Throw in hyper inflation, reduced purchasing power for consumers, zero tourists, no goods coming in via mulas and you have a perfect storm for sabotaging the private sector and the individuals that have shed blood, sweat and tears building small businesses.

But they will not break us. We have our in-kind economy, our solidarity, our central. We have creativity and community and values. This is how Cuba Libro has survived from March 20, 2020 until today, during which we were open two short (but fabulous!) months. Thanks to donations and unwavering support from people who came for our coffee, volunteered, bought books, gifted books, left tips and helped lift our spirits, we were able to pay rent, maintain minimum salaries of our 7 employees, and keep them connected to the Internet while closed.

These are people who believe in our mission and vision. Who believe that good coffee and music, excellent literature and a tranquil garden can build community and contribute to a better future. That together and by example, we can strengthen commitment to others and the environment, build mutual respect despite differences, and create a safe space for all regardless of gender, race, religion, financial possibilities, sexual orientation, age or ability. These are people who believe that doing good for the collective is more important in the long run than doing well individually. Who believe we all have things worth teaching and worth learning and that great things can be accomplished with few resources combined with collaborative action. Who believe that maintaining our donation programs and book sales during the pandemic is more needed than ever.
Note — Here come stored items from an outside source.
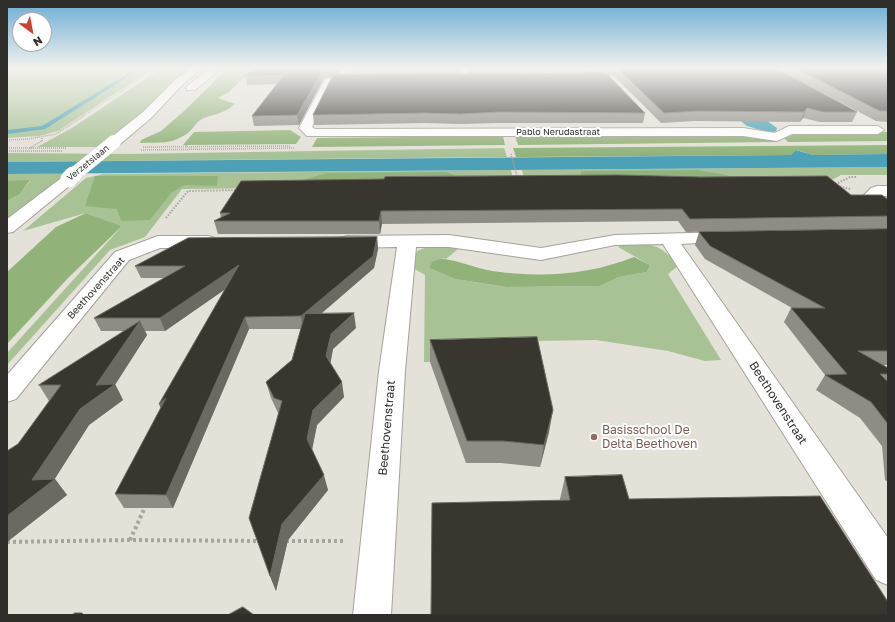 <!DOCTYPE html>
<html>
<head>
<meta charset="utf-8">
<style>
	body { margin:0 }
	#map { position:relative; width:895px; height:622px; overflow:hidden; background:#e4e1d9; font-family:"Golos Text",sans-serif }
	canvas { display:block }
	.frame { position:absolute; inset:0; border:8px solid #2f2e2b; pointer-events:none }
	.north { position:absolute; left:12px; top:12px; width:40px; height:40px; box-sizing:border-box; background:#fff; border:1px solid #acabaa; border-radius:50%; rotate:148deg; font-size:11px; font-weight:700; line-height:16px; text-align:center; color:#2f2e2b }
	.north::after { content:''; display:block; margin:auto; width:14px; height:18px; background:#cc402c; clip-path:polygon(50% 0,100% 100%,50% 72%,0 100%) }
</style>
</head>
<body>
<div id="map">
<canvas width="895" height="622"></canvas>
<div class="frame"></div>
<div class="north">N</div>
</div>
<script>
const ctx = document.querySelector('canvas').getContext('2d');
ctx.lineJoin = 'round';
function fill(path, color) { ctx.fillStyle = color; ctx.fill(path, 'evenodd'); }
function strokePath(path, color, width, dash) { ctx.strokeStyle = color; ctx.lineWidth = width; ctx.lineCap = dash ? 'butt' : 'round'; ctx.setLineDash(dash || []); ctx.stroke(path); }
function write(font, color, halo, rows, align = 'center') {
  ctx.font = font + ' "Golos Text",sans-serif'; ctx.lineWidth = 4; ctx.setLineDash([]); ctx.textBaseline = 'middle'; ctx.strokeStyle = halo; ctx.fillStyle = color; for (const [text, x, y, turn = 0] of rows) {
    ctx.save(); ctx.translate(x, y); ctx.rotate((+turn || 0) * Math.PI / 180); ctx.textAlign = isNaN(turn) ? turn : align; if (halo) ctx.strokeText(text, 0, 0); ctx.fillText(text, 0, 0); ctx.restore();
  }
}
fill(new Path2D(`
	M7,68h147l-96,63 -19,5 -32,2z
	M162,68h27l1,4 -89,75h-64l35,-19z
	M504,148l3,9 -500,5v-9l119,1z
	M888,167v8h-47l-13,7 -303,1 -3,-13z
	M511,170l3,13 -147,4 -185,2 -37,48 -35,13 -103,115v-12l115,-127 -36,-13 -63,18 63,-53 18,-4z
	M67,173l-60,47v-19l13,-7 10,-13h-23v-7z
	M626,243c27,1 35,1 52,23l-10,8 53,86 -16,1 -37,-10 -72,-11 -62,1 -87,21h-23l1,-87 -14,-8 1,-12c15,-11 28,-12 46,-6l-12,10 -3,-1 -14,10 26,11 50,8 95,-1 19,-9 28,-5 3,-7 -32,-18z`), '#a8c296');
fill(new Path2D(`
	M228,68h26l-25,24 -11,6 17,6c-13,12 -27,10 -36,17 -4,3 -7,9 -11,12 -17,12 -28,9 -48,10l1,-3 20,-9 23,-20z
	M290,130l11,7 -5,7 -113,1 11,-13z
	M888,132v9l-100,1 -4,-4 15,-5z
	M730,134l43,4 4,4 -259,3 -3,-9z
	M503,136l2,9 -193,2 5,-9z
	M888,145v9l-75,1 -16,-5 -6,5 -275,2 -3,-9z
	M697,170l30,5 12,8 -158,-5v-7z
	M446,172l8,3 6,7 -156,4 2,-7 21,-6z
	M95,176h123l-1,10 -32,-1 -14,8 -21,27 -29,1 -4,-12 -32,-3z
	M30,180l-10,14 -13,7v-20z
	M86,213l36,13 -54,52 -61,66v-72l49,-45z
	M634,257l16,8 -3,7 -28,5 -19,9 -94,1 -51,-8 -26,-11 3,-6c4,-1 9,-4 12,-3 16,2 32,9 48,12 48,7 97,4 142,-14z`), '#91b379');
fill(new Path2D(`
	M673,68l49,21 55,39 -1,3 -5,2 -24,-7z
	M796,150l17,5 75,-1v13l-881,7v-12l784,-7z`), '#4ca0b8');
fill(new Path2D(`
	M137,68h5l-97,61 -38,5v-4l35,-4z`), '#4ca0b8');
const lane = new Path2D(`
	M461,68h6l1,10h-4z`);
const street = new Path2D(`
	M586,68h10l3,4c-7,7 -32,13 -39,5 5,-5 20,-3 28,-6z
	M344,75l5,3 -1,2 -15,3 -21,44 3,2 428,-1 32,5 14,-7h89l6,4 -6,4h-86l-15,7 -34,-5h-436l-8,-8 25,-47 1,-2z
	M877,186h11v10h-5l5,3v13l-6,-1 -18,-16 7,-7z
	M728,232l6,1 3,4 -3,4 -53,3 207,294v47l-12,-5 -213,-336 -48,1 -74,15 -92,-13h-33l-11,124 -14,244h-38l26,-244 18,-124 -50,1 -7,-2 -2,-4 2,-4 7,-2 102,-1 92,13 74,-13z
	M158,236h50l7,2 2,4 -2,4 -7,2h-48l-31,12 -113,139 -9,3v-27l108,-123z`);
const secondary = new Path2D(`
	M192,68h11l-19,15 -33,35 -32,27h-10l-2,-3 2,-3 34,-27 33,-33z
	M211,68h11l-27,22h-8l-1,-2 1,-2z
	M69,174l5,2 3,3 -3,3 -61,50 -6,1v-14l57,-43z`);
strokePath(lane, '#a5a29a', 2);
strokePath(street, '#a5a29a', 2);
strokePath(secondary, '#a5a29a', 2);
strokePath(new Path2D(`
	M83,116l74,-48`), '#a7a59f', 1, [1, 1]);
strokePath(new Path2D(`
	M7,140l21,-1 28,-5 29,-19
	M186,146l5,-6 95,-1
	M143,147l147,-1
	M7,148h59
	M30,148l12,-7v-4
	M141,150l153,-2
	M7,151h55
	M511,154l6,22`), '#a7a59f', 1.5, [1, 1]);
strokePath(new Path2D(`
	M516,175l1,3
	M850,189l-16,-4 16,-8h7
	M166,218l22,-27 50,-1`), '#a7a59f', 2, [1.5, 1.5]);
strokePath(new Path2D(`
	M130,540l16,-35
	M286,541h57
	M7,542l123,-2 131,1`), '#a7a59f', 4, [3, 3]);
fill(lane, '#fff');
fill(street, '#fff');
fill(secondary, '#fff');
const secondaryBridgeFar1 = new Path2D(`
	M72,176l42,-34`);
const secondaryBridge = new Path2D(`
	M69,179l4,-4`);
strokePath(secondaryBridgeFar1, '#a5a29a', 14, []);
strokePath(secondaryBridge, '#a5a29a', 18, []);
strokePath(secondaryBridgeFar1, '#fff', 14);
strokePath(secondaryBridge, '#fff', 17);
fill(new Path2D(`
	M341,68l-2,6 261,-1 -3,-5h179l81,44 -5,10h-32l-17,-4 -3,4 -105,-1 -34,2 -46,-46 -8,-2 38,38 -2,10h-144l-39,1 -35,-1 -111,2 -1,-10 19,-39 -8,2 -25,47 -45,1 -2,-10 25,-32 -30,1 -2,-9z
	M351,68h110v5h-109z
	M468,68h118v2l-7,2 -110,1z
	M776,68h112v54l-12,-1z
	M851,195l37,5v165h-4l4,3v114l-3,-2 -3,-34 -22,-28 -44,-28 9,-15 -41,-53 7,-14h1l-87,-49 -10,-14 4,-13 40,-1 -53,1 -8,-11 -296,3 -2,10h-162l-4,-13 7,-3 -1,-5z
	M377,237l1,12 -4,19 -53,46 35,14 -23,21 -3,14 14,34 -27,28 -5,24 16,41 -40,50 -12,51 -6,-15 8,-163 -7,-15 -5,-16 26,-22 9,-31h-52l-76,179h-49l-9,-14 46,-86 -2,-4 66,-115 -60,42h-20l2,4 -32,49 8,16 -34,25 -35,55 1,-1 12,16 -60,47v-91l11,-7 31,-43 -10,-16 85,-54h-23l-7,-13 70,-40h-23l-6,-12z
	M430,340l119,92 -9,35 -39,-4h-35l-36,-101z
	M565,477l64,22 -69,1v-1z`), '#8e8c84');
fill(new Path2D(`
	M331,68h10l-2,7 -15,3 -25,47 -2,-10 26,-45z
	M579,68h7v2l-7,2z
	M807,108l-4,10 -3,4 4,-10z
	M381,211l1,13 -2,10 -1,-13z
	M377,237l1,12 -4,19 -71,61 -2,-13z
	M239,265l4,12 -78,54 -5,-13z
	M354,313l2,15 -23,21 -4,22 -3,-15 5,-22z
	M245,317l4,12 -76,179 -7,-13z
	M140,321l7,14 -32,50v-1l8,16 -34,25 -35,55 1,-1 12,16 -60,47v-26z
	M342,382l2,15 -27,28 -6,30 -4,-16 6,-29z
	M166,398l-1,19 -6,-13z
	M553,410l-4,22 -9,35 4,-22z
	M324,475l4,15 -40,50 -12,51 -6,-15 12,-52z`), '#6c6963');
const building = new Path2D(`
	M253,68h78l-8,2 -26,45 -45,1 32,-41 -39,1z
	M614,68h162l81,44h-33l-17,-4 -3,4 -106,-1 -34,2 -47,-45z
	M795,68h93v43h-8z
	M589,71l18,3 38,39 -145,-1 -40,2 -35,-1 -112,2 20,-40 10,-1 238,-1z
	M618,175l83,2 126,-1 24,19h31l6,5v16l-198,3 -8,-10 -301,2 -2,10h-165l16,-8h-10l21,-32 143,-2 1,-2z
	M888,229v122h-30l30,17v6h-8l8,8v42l-17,-22 -46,-27 22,-1 -56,-66h34l-115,-62 -11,-14z
	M377,237l-4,19 -72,60 -56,1 -79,178 -51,-1 51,-96 -7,6 80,-139 -79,53h-66l91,-52h-50l53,-28z
	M354,313l-23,21 -5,22 16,26 -29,28 -6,29 17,36 -42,49 -12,52 -21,-58 33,-117 -8,-3 -8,-16 26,-22 13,-46z
	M140,321l-44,64 19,-1 -35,25 -48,71 23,-1 -48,37v-65l11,-7 43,-59h-22z
	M537,337l16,73 -9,35 -41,-4h-36l-37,-101z
	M622,475l7,24 191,-3 68,106v13h-457l1,-112 138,-3 -5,-23z
	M243,607l11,8h-26z
	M75,613h7l2,2h-12z`);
fill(building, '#393630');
strokePath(building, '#6c6963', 1);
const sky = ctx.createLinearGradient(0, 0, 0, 155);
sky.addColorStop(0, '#69acd5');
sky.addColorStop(0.44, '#f3f2ee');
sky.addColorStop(1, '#f3f2ee00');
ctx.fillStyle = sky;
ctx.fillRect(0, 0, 895, 155);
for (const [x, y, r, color] of [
	[594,437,4,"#8d6e63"]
]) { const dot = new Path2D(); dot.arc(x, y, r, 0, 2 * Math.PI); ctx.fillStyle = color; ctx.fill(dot); strokePath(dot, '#fff', 1.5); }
write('9px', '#2f2e2b', '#fff', [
	["Pablo Nerudastraat",558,132],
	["Verzetslaan",88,163,-39]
]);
write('10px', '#2f2e2b', '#fff', [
	["Beethovenstraat",96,288,-48]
]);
write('12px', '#2f2e2b', '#fff', [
	["Beethovenstraat",778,403,57],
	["Beethovenstraat",387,428,-85]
]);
write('12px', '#785e54', '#fff', [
	["Basisschool De",602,430],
	["Delta Beethoven",602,444]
], 'left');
</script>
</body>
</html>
Some say I’m naïve, a fool, a dumbass for structuring a small business thusly—where some days (bad days!) I take home less pay than the rest of the team. Still others accuse me of having a ‘white savior complex.’ These detractors are at best confused and at worst so ‘woke’ their insomnia is affecting their analytical skills. To these folks I say: lead, follow or get the fuck out of our way.

Certain people say I’m an idiot, moreover, for maintaining minimum salaries for our 7-member team while we’re closed. We don’t have time for these kinds of people – the ‘not our people’ people. The precious time we have we spend working at our side hustles; sharing and pooling resources and making sure they get to those most needing them; keeping ourselves as balanced as we can and away from the deep, dark psychological hole into which each of us, at one time or another, has plunged in the past year. Just today my friend Anita said to me: ‘girl, ever forward. And whenever one of us is down in the depths, we gotta pick each other up and push each other forward.’ Anita is our kind of people, the ones who know that the worthy things in life have to be built, nurtured, fed and shared. The other ones? Those who say it’s foolish to maintain minimum salaries? They’re the ones who think you can buy commitment and community. And love. You can’t. Beatles, 1964. Hello?!

We’re surviving, but it’s wearing thin. Even with their archetypical sense of humor, tendency to not sweat the small stuff, outlook that tomorrow is another day and let’s live today like there’s no tomorrow, Cubans are stressing. The tension is palpable, audible: ubiquitous sirens at night, parents yelling at their cooped-up kids, and dogs barking (more than usual) at anything that moves; granted, not much is moving these days. Even the silence is tense. No music wafts from windows, no kids laughing or skipping along. No dominoes being shuffled and played under the milky light of a street lamp.

But we keep on keepin’ on. And to all who have helped us, helped Cubans, helped anyone, during COVID-19: we thank you deeply, as our barrista extraordinaire Gaby would say in her so-so English. This is the way forward. The only way. In the meantime, we tread.

PS – The day after I wrote the first draft of this post, my friend Ivan gifted me a wedge of blue cheese. There is something to that ‘put it out in the universe’ stuff!